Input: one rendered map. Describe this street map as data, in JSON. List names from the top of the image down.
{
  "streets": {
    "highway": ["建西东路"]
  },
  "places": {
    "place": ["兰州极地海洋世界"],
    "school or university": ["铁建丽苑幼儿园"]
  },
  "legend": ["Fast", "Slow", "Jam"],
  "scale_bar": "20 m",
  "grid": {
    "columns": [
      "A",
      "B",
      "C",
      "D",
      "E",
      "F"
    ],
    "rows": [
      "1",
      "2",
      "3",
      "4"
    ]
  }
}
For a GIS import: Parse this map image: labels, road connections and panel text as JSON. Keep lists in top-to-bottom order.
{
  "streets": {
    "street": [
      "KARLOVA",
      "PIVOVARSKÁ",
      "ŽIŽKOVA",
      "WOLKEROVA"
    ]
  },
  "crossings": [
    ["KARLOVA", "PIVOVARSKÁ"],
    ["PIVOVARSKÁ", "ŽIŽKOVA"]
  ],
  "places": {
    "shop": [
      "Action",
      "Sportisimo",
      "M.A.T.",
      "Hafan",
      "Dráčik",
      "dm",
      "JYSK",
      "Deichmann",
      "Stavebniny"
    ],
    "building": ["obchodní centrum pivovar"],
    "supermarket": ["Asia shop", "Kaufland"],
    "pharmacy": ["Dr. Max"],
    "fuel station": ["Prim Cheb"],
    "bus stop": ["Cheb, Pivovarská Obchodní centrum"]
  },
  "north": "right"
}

TASK REQUIREMENTS:
Would you output all of the material exactly as it reads?

RESPONSE BOX:
Input: one rendered map. Describe this street map as data, in JSON. List names from the top of the image down.
{
  "streets": {
    "highway": ["建西东路"]
  },
  "places": {
    "place": ["兰州极地海洋世界"],
    "school or university": ["铁建丽苑幼儿园"]
  },
  "legend": ["Fast", "Slow", "Jam"],
  "scale_bar": "20 m",
  "grid": {
    "columns": [
      "A",
      "B",
      "C",
      "D",
      "E",
      "F"
    ],
    "rows": [
      "1",
      "2",
      "3",
      "4"
    ]
  }
}
For a GIS import: Parse this map image: labels, road connections and panel text as JSON. Keep lists in top-to-bottom order.
{
  "streets": {
    "street": [
      "KARLOVA",
      "PIVOVARSKÁ",
      "ŽIŽKOVA",
      "WOLKEROVA"
    ]
  },
  "crossings": [
    ["KARLOVA", "PIVOVARSKÁ"],
    ["PIVOVARSKÁ", "ŽIŽKOVA"]
  ],
  "places": {
    "shop": [
      "Action",
      "Sportisimo",
      "M.A.T.",
      "Hafan",
      "Dráčik",
      "dm",
      "JYSK",
      "Deichmann",
      "Stavebniny"
    ],
    "building": ["obchodní centrum pivovar"],
    "supermarket": ["Asia shop", "Kaufland"],
    "pharmacy": ["Dr. Max"],
    "fuel station": ["Prim Cheb"],
    "bus stop": ["Cheb, Pivovarská Obchodní centrum"]
  },
  "north": "right"
}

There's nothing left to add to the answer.